Mais je dois vous dire qu’on voit là des corps d’enfants. C’est pour
moi un des souvenirs, c’est quelque chose d’indescriptible, la vision,
mais l’odeur aussi. Là vraiment, à ce moment-là je me suis dit : « Vraiment
ce n’est pas possible ». On voit des corps qui étaient souvent de tailles
d’enfants. Ici, vous voyez aussi chaque fois des dépouilles. On voit vraiment
que c’est en nombre incalculable. On voit là, et heureusement que c’est en dimension
plus réduite parce que sinon c’est de l’ordre de l’insupportable. Je précise
donc ici que c’est la commune de Muganza qui est située à peu près à 1h, 1h30
de route de Butare. Ici ce sont tous des crânes. Là, c’étaient des exhumations,
donc, ce sont, semble-t-il, toutes des dépouilles qui ont été exhumées, des
personnes qui avaient été ensevelies dans la terre et dont la décomposition
a été beaucoup plus rapide. Les corps qu’on avait vus avant, c’étaient des corps
de personnes qui s’étaient retrouvées dans les fosses septiques et dans les
latrines où la décomposition avait été beaucoup plus lente. Vous voyez que ce
sont des quantités assez importantes, impressionnantes, avec bien entendu les
odeurs et tout, c’était vraiment très lourd. On voit encore sur certains corps,
il y a des dépouilles qui ont encore leurs vêtements.
Le Président : Il y a deux cassettes mais je suppose que ce sont
deux copies de la même émission puisque, apparemment, le présentateur en tout
cas, signalait la fin de l’émission. Nous n’avons toujours pas de nouvelles
de Monsieur RICHARD ? Est-ce que les parties renoncent à l’audition
de Monsieur RICHARD ? Personne ne s’oppose en tout cas ? Nous allons
quand même suspendre un quart d’heure pour permettre le changement de matériel.
Monsieur le juge d’instruction, on pourra alors voir quelques diapositives après
la suspension ?
Damien VANDERMEERSCH :
Pas de problème.
Le Président : Nous reprendrons à 16h45.
[Suspension de séance]
Le Président : Alors, le chargeur n° 18.
Les diapositives suivantes sont relatives à une cérémonie funéraire
du 30 septembre 1995, à Butare
Damien VANDERMEERSCH : Donc nous étions en partance à ce moment-là, on devait partir à Gisenyi
et donc ? on nous avait informés qu'il y avait une cérémonie funéraire
à Butare donc qui concernait toutes les victimes qui avaient été retrouvées
sur la commune de Ngoma donc qui concernait évidemment directement les faits
alors ce ne sont pas nécessairement évidemment des victimes puisque là c'était
pour… Il y avait notamment Monsieur KANYABASHI qui était le bourgmestre mais
il nous est apparu important évidemment de bon le problème d'identification
on se rend compte évidemment, à partir du moment devant un tel nombre de personnes,
que les identifications, je dirais individuelles, avaient presque peu de sens.
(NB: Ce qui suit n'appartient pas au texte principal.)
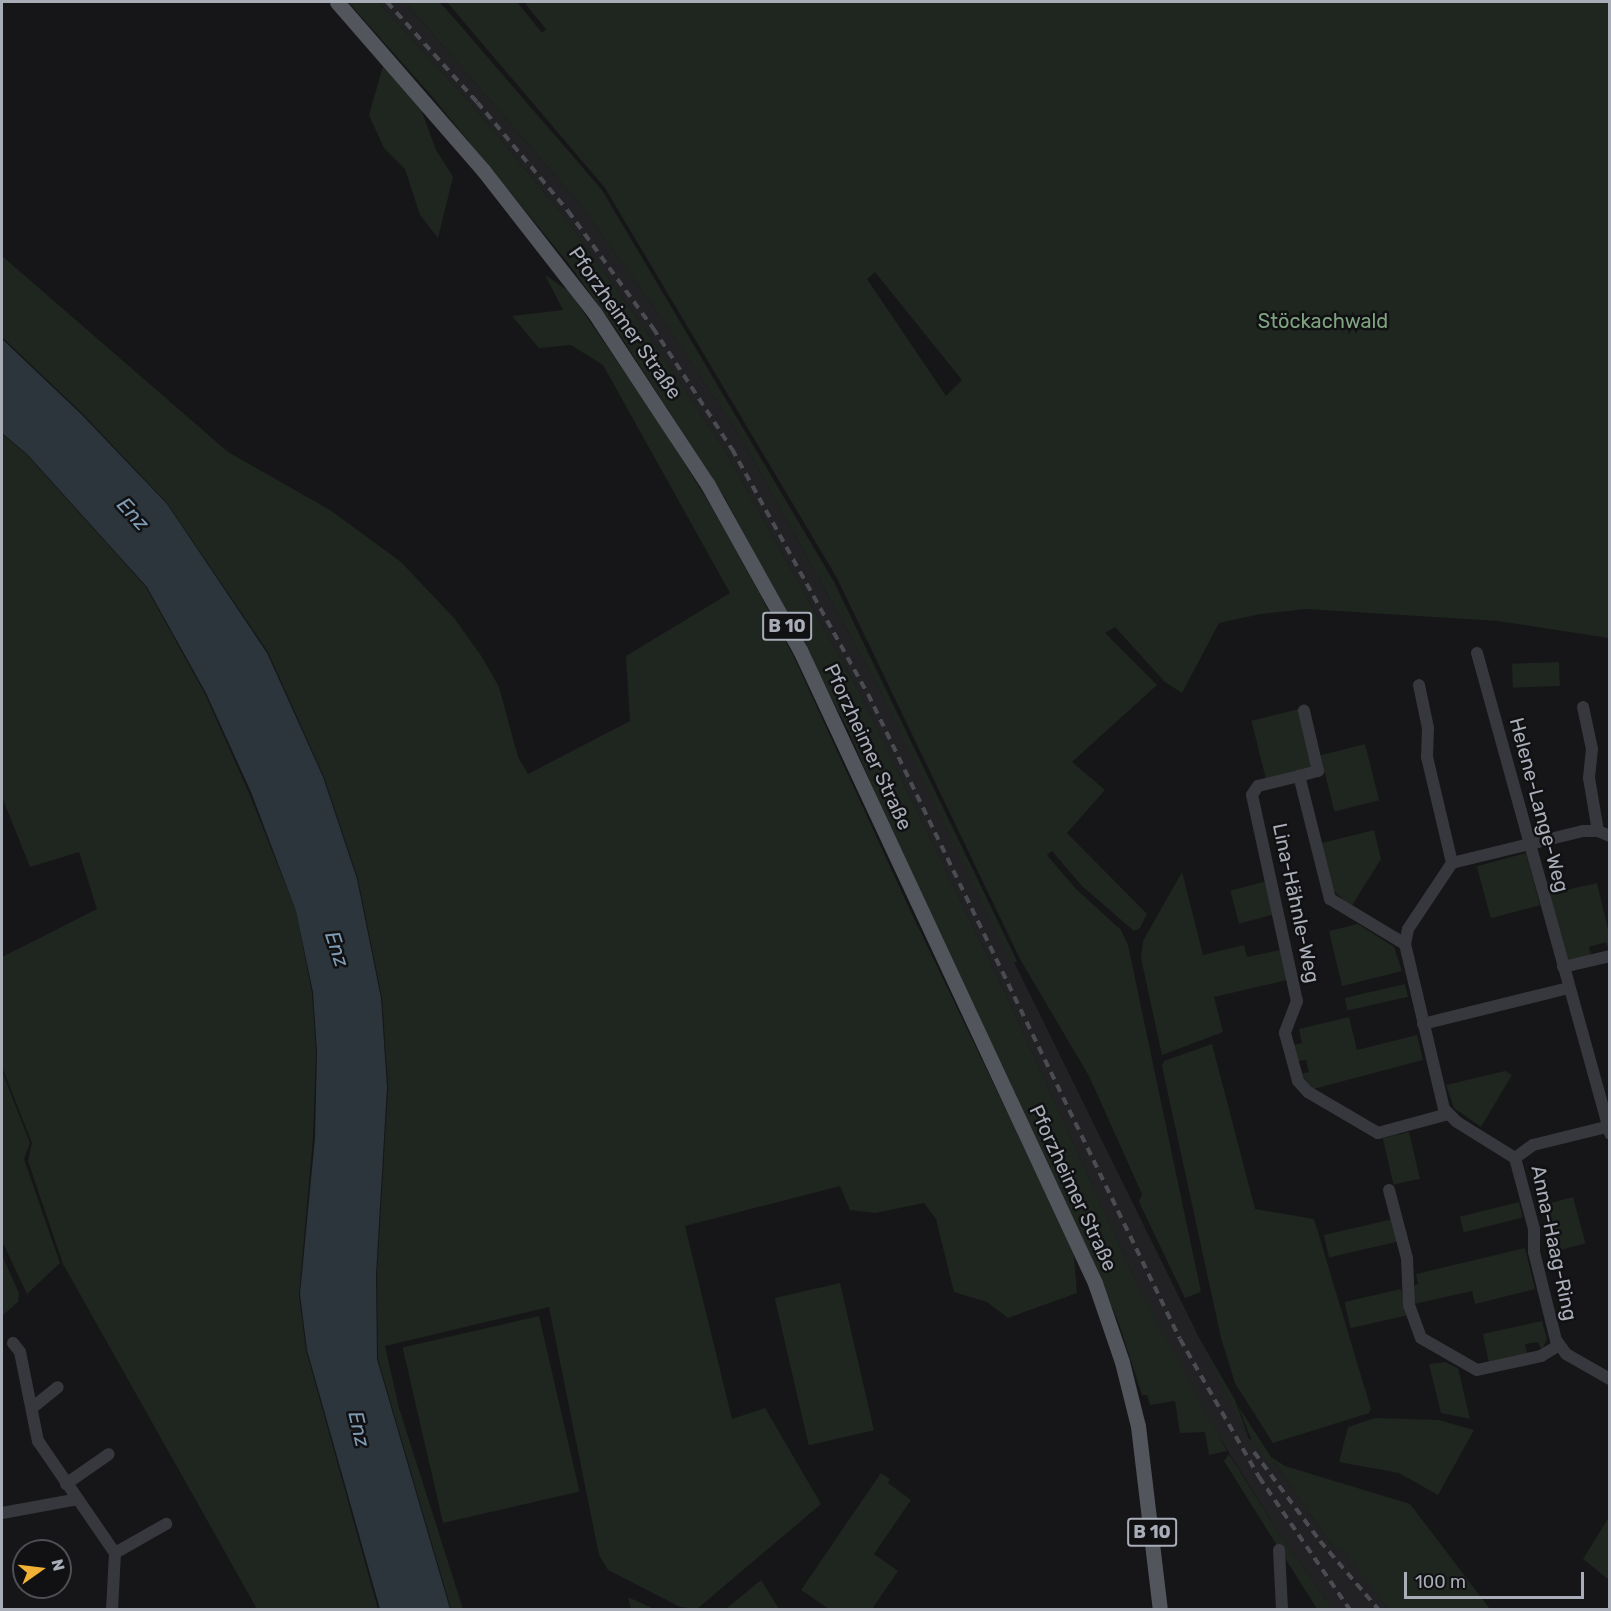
<!DOCTYPE html>
<html>
<head>
<meta charset="utf-8">
<style>
	body { margin:0 }
	#map { position:relative; width:1611px; height:1611px; overflow:hidden; background:#161618; font-family:Rubik,sans-serif }
	div>[style] { position:absolute }
	[style*='--x'] { left:calc(var(--x)*1px); top:calc(var(--y)*1px); width:calc(var(--w)*1px); rotate:calc(var(--a)*1deg) }
	.built>* { inset:0; background:#222225 }
	.green>* { inset:0; background:#1e261f; transform-origin:0 0 }
	.water>* { inset:0; background:#2c353c }
	.minor>* { height:12px; margin:-6px; padding:0 6px; transform-origin:6px; border-radius:6px; background:#37383d }
	.major>* { height:15px; margin:-7.5px; padding:0 7.5px; transform-origin:7.5px; border-radius:7.5px; background:#53555c }
	.rail>* { height:4px; margin-top:-2px; transform-origin:0; background:repeating-linear-gradient(90deg,#4a4c52 0 8px,transparent 0 14px) }
	span { translate:-50% -50%; white-space:nowrap; text-align:center; line-height:1.15; -webkit-text-stroke:5px #111113; paint-order:stroke }
	.shield-label span { padding:2px 4px; background:#111113; border:2px solid; border-radius:4px; -webkit-text-stroke-width:0 }
	.shield-label { font-size:18px; color:#a8adb8; font-weight:700 }
	.park-label { font-size:20px; color:#7fa381 }
	.street-label { font-size:20px; color:#a8adb8 }
	.water-label { font-size:21px; color:#7f9bb3; font-style:italic }
	.frame { position:absolute; inset:0; border:3px solid #a8adb8; pointer-events:none }
	.north { position:absolute; left:12px; top:1539px; width:60px; height:60px; box-sizing:border-box; background:#111113; border:2px solid #4d4f55; border-radius:50%; rotate:76deg; font-size:16px; font-weight:700; line-height:24px; text-align:center; color:#a8adb8 }
	.north::after { content:''; display:block; margin:auto; width:21px; height:27px; background:#f2b134; clip-path:polygon(50% 0,100% 100%,50% 72%,0 100%) }
	.scale { position:absolute; left:1404px; top:1572px; width:180px; height:27px; box-sizing:border-box; border:3px solid #a8adb8; border-top:0; padding-left:8px; font-size:18px; line-height:21px; white-space:nowrap; color:#a8adb8; -webkit-text-stroke:4px #111113; paint-order:stroke }
</style>
</head>
<body>
<div id="map">
	<div class="built">
		<i style="clip-path:polygon(378px 2px,405px 2px,579px 203px,663px 320px,743px 441px,879px 688px,1249px 1439px,1254px 1440px,1270px 1465px,1275px 1463px,1325px 1536px,1336px 1550px,1342px 1548px,1388px 1609px,1333px 1609px,1280px 1535px,1207px 1417px,1138px 1286px,1006px 995px,862px 697px,726px 452px,647px 332px,563px 215px,473px 106px)"></i>
	</div>
	<div class="green">
		<i style="clip-path:polygon(348px 2px,378px 2px,473px 106px,563px 215px,647px 332px,726px 452px,862px 697px,1006px 995px,1138px 1286px,1227px 1451px,1209px 1455px,1205px 1432px,1180px 1433px,1175px 1401px,1150px 1405px,1147px 1395px,1142px 1395px,1119px 1324px,1088px 1250px,895px 840px,848px 730px,725px 498px,616px 329px,568px 263px,429px 93px)"></i>
		<i style="clip-path:polygon(405px 2px,439px 2px,446px 9px,602px 190px,834px 582px,1017px 961px,1012px 964px,879px 688px,743px 441px,663px 320px,579px 203px)"></i>
		<i style="clip-path:polygon(evenodd,447px 2px,517px 2px,542px 33px,546px 29px,524px 2px,1609px 2px,1609px 638px,1498px 621px,1306px 609px,1261px 614px,1219px 623px,1182px 693px,1165px 682px,1115px 627px,1105px 633px,1157px 685px,1072px 762px,1105px 790px,1067px 833px,1147px 914px,1140px 928px,1134px 931px,1082px 886px,1052px 851px,1047px 855px,1076px 889px,1121px 930px,1128px 945px,1201px 1292px,1185px 1298px,1139px 1202px,1142px 1194px,1089px 1076px,1020px 959px,837px 578px,605px 188px,447px 2px,875px 272px,962px 380px,946px 396px,867px 279px,875px 272px)"></i>
		<i style="clip-path:polygon(384px 63px,421px 109px,436px 150px,453px 177px,438px 238px,420px 215px,405px 169px,384px 148px,369px 115px)"></i>
		<i style="clip-path:polygon(2px 256px,228px 452px,330px 510px,401px 562px,454px 618px,482px 657px,499px 687px,518px 757px,528px 774px,630px 721px,626px 656px,730px 593px,603px 365px,571px 345px,539px 348px,512px 316px,563px 310px,545px 275px,569px 291px,656px 418px,713px 509px,793px 655px,910px 910px,1056px 1214px,1074px 1256px,1077px 1293px,1008px 1318px,987px 1302px,954px 1292px,936px 1219px,924px 1203px,875px 1213px,850px 1210px,840px 1186px,685px 1226px,732px 1419px,765px 1408px,821px 1504px,697px 1609px,680px 1607px,608px 1570px,599px 1555px,549px 1307px,385px 1346px,399px 1408px,463px 1609px,451px 1609px,378px 1359px,377px 1274px,388px 1087px,382px 998px,358px 879px,324px 777px,268px 652px,167px 503px,82px 413px,2px 337px)"></i>
		<i style="clip-path:polygon(2px 434px,26px 454px,146px 587px,205px 694px,249px 793px,296px 911px,312px 993px,316px 1052px,313px 1138px,299px 1295px,306px 1350px,378px 1609px,257px 1609px,63px 1264px,28px 1161px,32px 1143px,2px 1067px,2px 957px,97px 909px,79px 852px,30px 867px,2px 797px)"></i>
		<i style="left:1559px;top:662px;width:24px;height:47px;rotate:88deg"></i>
		<i style="left:1299px;top:709px;width:60px;height:49px;rotate:76deg"></i>
		<i style="left:1365px;top:744px;width:58px;height:46px;rotate:76deg"></i>
		<i style="clip-path:polygon(1374px 830px,1381px 859px,1351px 907px,1334px 891px,1322px 843px)"></i>
		<i style="left:1526px;top:853px;width:54px;height:51px;rotate:75deg"></i>
		<i style="clip-path:polygon(1182px 872px,1203px 955px,1244px 945px,1247px 957px,1280px 950px,1287px 980px,1214px 997px,1223px 1032px,1162px 1055px,1141px 958px,1143px 941px)"></i>
		<i style="left:1267px;top:881px;width:34px;height:38px;rotate:75deg"></i>
		<i style="clip-path:polygon(1597px 883px,1609px 934px,1609px 951px,1606px 942px,1589px 947px,1591px 955px,1567px 961px,1549px 894px)"></i>
		<i style="clip-path:polygon(1358px 924px,1394px 947px,1402px 971px,1342px 986px,1329px 931px)"></i>
		<i style="left:1405px;top:984px;width:13px;height:62px;rotate:77deg"></i>
		<i style="clip-path:polygon(1349px 1017px,1357px 1050px,1417px 1035px,1423px 1060px,1313px 1089px,1301px 1074px,1309px 1072px,1306px 1060px,1297px 1061px,1293px 1045px,1302px 1043px,1299px 1029px)"></i>
		<i style="clip-path:polygon(1212px 1044px,1255px 1209px,1314px 1219px,1371px 1409px,1369px 1413px,1273px 1443px,1235px 1383px,1221px 1338px,1162px 1066px,1164px 1061px)"></i>
		<i style="clip-path:polygon(2px 1071px,30px 1143px,24px 1159px,60px 1263px,27px 1294px,2px 1241px)"></i>
		<i style="clip-path:polygon(1505px 1071px,1512px 1075px,1481px 1127px,1454px 1108px,1446px 1085px)"></i>
		<i style="left:1409px;top:1132px;width:48px;height:27px;rotate:77deg"></i>
		<i style="left:1573px;top:1197px;width:48px;height:33px;rotate:75deg"></i>
		<i style="left:1519px;top:1202px;width:16px;height:61px;rotate:76deg"></i>
		<i style="left:1393px;top:1219px;width:23px;height:71px;rotate:77deg"></i>
		<i style="clip-path:polygon(1525px 1248px,1535px 1289px,1475px 1304px,1472px 1291px,1414px 1304px,1410px 1287px,1418px 1284px,1416px 1274px)"></i>
		<i style="clip-path:polygon(2px 1255px,19px 1293px,18px 1302px,2px 1316px)"></i>
		<i style="left:840px;top:1283px;width:151px;height:67px;rotate:77deg"></i>
		<i style="left:1401px;top:1289px;width:27px;height:58px;rotate:77deg"></i>
		<i style="left:539px;top:1316px;width:180px;height:140px;rotate:77deg"></i>
		<i style="clip-path:polygon(1542px 1321px,1547px 1339px,1542px 1350px,1538px 1342px,1525px 1344px,1527px 1354px,1489px 1363px,1483px 1334px)"></i>
		<i style="clip-path:polygon(1195px 1331px,1235px 1400px,1249px 1439px,1231px 1404px)"></i>
		<i style="clip-path:polygon(1445px 1362px,1458px 1368px,1470px 1419px,1441px 1413px,1429px 1364px)"></i>
		<i style="clip-path:polygon(1238px 1406px,1271px 1457px,1285px 1466px,1410px 1504px,1490px 1609px,1388px 1609px,1342px 1549px,1336px 1550px,1325px 1536px,1275px 1463px,1270px 1466px,1252px 1441px)"></i>
		<i style="clip-path:polygon(1375px 1418px,1439px 1420px,1474px 1430px,1438px 1495px,1399px 1473px,1339px 1462px,1348px 1427px)"></i>
		<i style="clip-path:polygon(1229px 1454px,1280px 1535px,1333px 1609px,1317px 1609px,1224px 1461px)"></i>
		<i style="clip-path:polygon(881px 1473px,890px 1479px,888px 1483px,911px 1500px,874px 1554px,898px 1571px,872px 1609px,829px 1609px,801px 1590px)"></i>
		<i style="clip-path:polygon(1609px 1517px,1610px 1576px,1608px 1579px,1583px 1559px)"></i>
		<i style="clip-path:polygon(761px 1580px,779px 1609px,726px 1609px)"></i>
		<i style="clip-path:polygon(628px 1597px,654px 1609px,631px 1609px)"></i>
	</div>
	<div class="water">
		<i style="clip-path:polygon(2px 339px,81px 414px,167px 504px,267px 653px,323px 777px,357px 879px,381px 998px,387px 1087px,376px 1275px,377px 1359px,450px 1609px,380px 1609px,307px 1350px,300px 1294px,315px 1138px,317px 1052px,313px 992px,296px 911px,251px 792px,206px 693px,147px 587px,27px 454px,2px 433px)"></i>
	</div>
	<div class="minor">
		<i style="--x:1477;--y:653;--w:499;--a:74.5"></i>
		<i style="--x:1419;--y:685;--w:44;--a:78.2"></i>
		<i style="--x:1428;--y:728;--w:29;--a:92"></i>
		<i style="--x:1427;--y:757;--w:109;--a:76.7"></i>
		<i style="--x:1583;--y:707;--w:43;--a:77.9"></i>
		<i style="--x:1592;--y:749;--w:29;--a:96"></i>
		<i style="--x:1589;--y:778;--w:54;--a:80.4"></i>
		<i style="--x:1299;--y:776;--w:20;--a:-15"></i>
		<i style="--x:1318;--y:771;--w:62;--a:-103.1"></i>
		<i style="--x:1610;--y:836;--w:13;--a:-157"></i>
		<i style="--x:1598;--y:831;--w:15;--a:180"></i>
		<i style="--x:1583;--y:831;--w:135;--a:166.3"></i>
		<i style="--x:1452;--y:863;--w:79;--a:123.7"></i>
		<i style="--x:1408;--y:929;--w:15;--a:101"></i>
		<i style="--x:1405;--y:944;--w:170;--a:76.7"></i>
		<i style="--x:1444;--y:1109;--w:18;--a:45"></i>
		<i style="--x:1457;--y:1122;--w:68;--a:31.8"></i>
		<i style="--x:1515;--y:1158;--w:73;--a:75"></i>
		<i style="--x:1534;--y:1229;--w:23;--a:90"></i>
		<i style="--x:1534;--y:1252;--w:91;--a:76"></i>
		<i style="--x:1556;--y:1340;--w:17;--a:54"></i>
		<i style="--x:1566;--y:1354;--w:51;--a:29.6"></i>
		<i style="--x:1405;--y:944;--w:87;--a:-149"></i>
		<i style="--x:1330;--y:899;--w:127;--a:-104.1"></i>
		<i style="--x:1299;--y:776;--w:42;--a:166.3"></i>
		<i style="--x:1258;--y:786;--w:11;--a:124"></i>
		<i style="--x:1252;--y:795;--w:211;--a:77.7"></i>
		<i style="--x:1297;--y:1001;--w:34;--a:111"></i>
		<i style="--x:1285;--y:1033;--w:50;--a:74.8"></i>
		<i style="--x:1298;--y:1081;--w:15;--a:48"></i>
		<i style="--x:1308;--y:1092;--w:81;--a:30.4"></i>
		<i style="--x:1378;--y:1133;--w:73;--a:-15.2"></i>
		<i style="--x:1563;--y:967;--w:48;--a:-13.2"></i>
		<i style="--x:1423;--y:1024;--w:150;--a:-13.9"></i>
		<i style="--x:1515;--y:1158;--w:22;--a:-36"></i>
		<i style="--x:1533;--y:1145;--w:79;--a:-13.9"></i>
		<i style="--x:1389;--y:1190;--w:70;--a:75.2"></i>
		<i style="--x:1407;--y:1258;--w:47;--a:87.6"></i>
		<i style="--x:1409;--y:1305;--w:35;--a:70"></i>
		<i style="--x:1421;--y:1338;--w:64;--a:29.7"></i>
		<i style="--x:1477;--y:1370;--w:66;--a:-12.3"></i>
		<i style="--x:1541;--y:1356;--w:21;--a:-31"></i>
		<i style="--x:13;--y:1343;--w:11;--a:52"></i>
		<i style="--x:20;--y:1352;--w:91;--a:78.6"></i>
		<i style="--x:38;--y:1441;--w:136;--a:55.5"></i>
		<i style="--x:115;--y:1553;--w:57;--a:93"></i>
		<i style="--x:32;--y:1408;--w:33;--a:-39"></i>
		<i style="--x:66;--y:1484;--w:52;--a:-34.9"></i>
		<i style="--x:2;--y:1513;--w:77;--a:-10.4"></i>
		<i style="--x:1279;--y:1550;--w:60;--a:87.1"></i>
		<i style="--x:115;--y:1553;--w:59;--a:-29.6"></i>
	</div>
	<div class="major">
		<i style="--x:337;--y:2;--w:223;--a:49"></i>
		<i style="--x:483;--y:170;--w:180;--a:52"></i>
		<i style="--x:594;--y:312;--w:207;--a:56.6"></i>
		<i style="--x:708;--y:485;--w:189;--a:60.9"></i>
		<i style="--x:800;--y:650;--w:698;--a:65.01"></i>
		<i style="--x:1095;--y:1283;--w:83;--a:71.1"></i>
		<i style="--x:1122;--y:1362;--w:66;--a:76"></i>
		<i style="--x:1138;--y:1426;--w:185;--a:83.2"></i>
	</div>
	<div class="rail">
		<i style="--x:387;--y:2;--w:135;--a:48"></i>
		<i style="--x:477;--y:102;--w:142;--a:50.1"></i>
		<i style="--x:568;--y:211;--w:145;--a:54"></i>
		<i style="--x:653;--y:328;--w:145;--a:56.9"></i>
		<i style="--x:732;--y:449;--w:280;--a:61"></i>
		<i style="--x:868;--y:694;--w:716;--a:64.19"></i>
		<i style="--x:1180;--y:1339;--w:159;--a:60.2"></i>
		<i style="--x:1259;--y:1477;--w:161;--a:55.6"></i>
		<i style="--x:1254;--y:1452;--w:111;--a:53.4"></i>
		<i style="--x:1320;--y:1541;--w:91;--a:49.5"></i>
	</div>
	<div class="shield-label">
		<span style="left:787px;top:626px">B 10</span>
		<span style="left:1152px;top:1532px">B 10</span>
	</div>
	<div class="park-label">
		<span style="left:1323px;top:321px">Stöckachwald</span>
	</div>
	<div class="street-label">
		<span style="left:625px;top:323px;rotate:55deg">Pforzheimer Straße</span>
		<span style="left:868px;top:747px;rotate:65deg">Pforzheimer Straße</span>
		<span style="left:1539px;top:805px;rotate:75deg">Helene-Lange-Weg</span>
		<span style="left:1296px;top:903px;rotate:78deg">Lina-Hähnle-Weg</span>
		<span style="left:1073px;top:1188px;rotate:65deg">Pforzheimer Straße</span>
		<span style="left:1554px;top:1243px;rotate:78deg">Anna-Haag-Ring</span>
	</div>
	<div class="water-label">
		<span style="left:133px;top:514px;rotate:47deg">Enz</span>
		<span style="left:337px;top:949px;rotate:72deg">Enz</span>
		<span style="left:359px;top:1429px;rotate:77deg">Enz</span>
	</div>
	<div class="frame"></div>
	<div class="north">N</div>
	<div class="scale">100 m</div>
</div>
</body>
</html>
A un moment donné, on avait pensé, un peu comme je dirais dans une instruction
classique, d'identifier les victimes, mais je dois vous dire que je me sentais,
je me sentais presque… c'était vraiment impossible à demander aux Rwandais de
commencer à identifier les victimes, enfin il y en avait certaines, bon vous
avez vu que, bon, il y en a beaucoup qui sont méconnaissables mais savoir les
listes de personnes disparues, il n'y a pas de choses qui ont été faites mais
pour les identifications, je crois que les Rwandais avaient d'autres urgences
que de procéder aux identifications mais plutôt de rendre un dernier hommage
vous verrez de façon très globale qui rendait très collectif comme hommage
et c'est effectivement assez impressionnant, parce que toute la collectivité…
c'était vraiment un deuil collectif. Et parmi les dépouilles, les gens présumaient
qu'il y avait sans doute un des membres de leur famille qui était disparu ou,
du moins, ils espéraient, que c'était une des personnes qui avaient été exhumées
à qui on pouvait rendre un dernier hommage.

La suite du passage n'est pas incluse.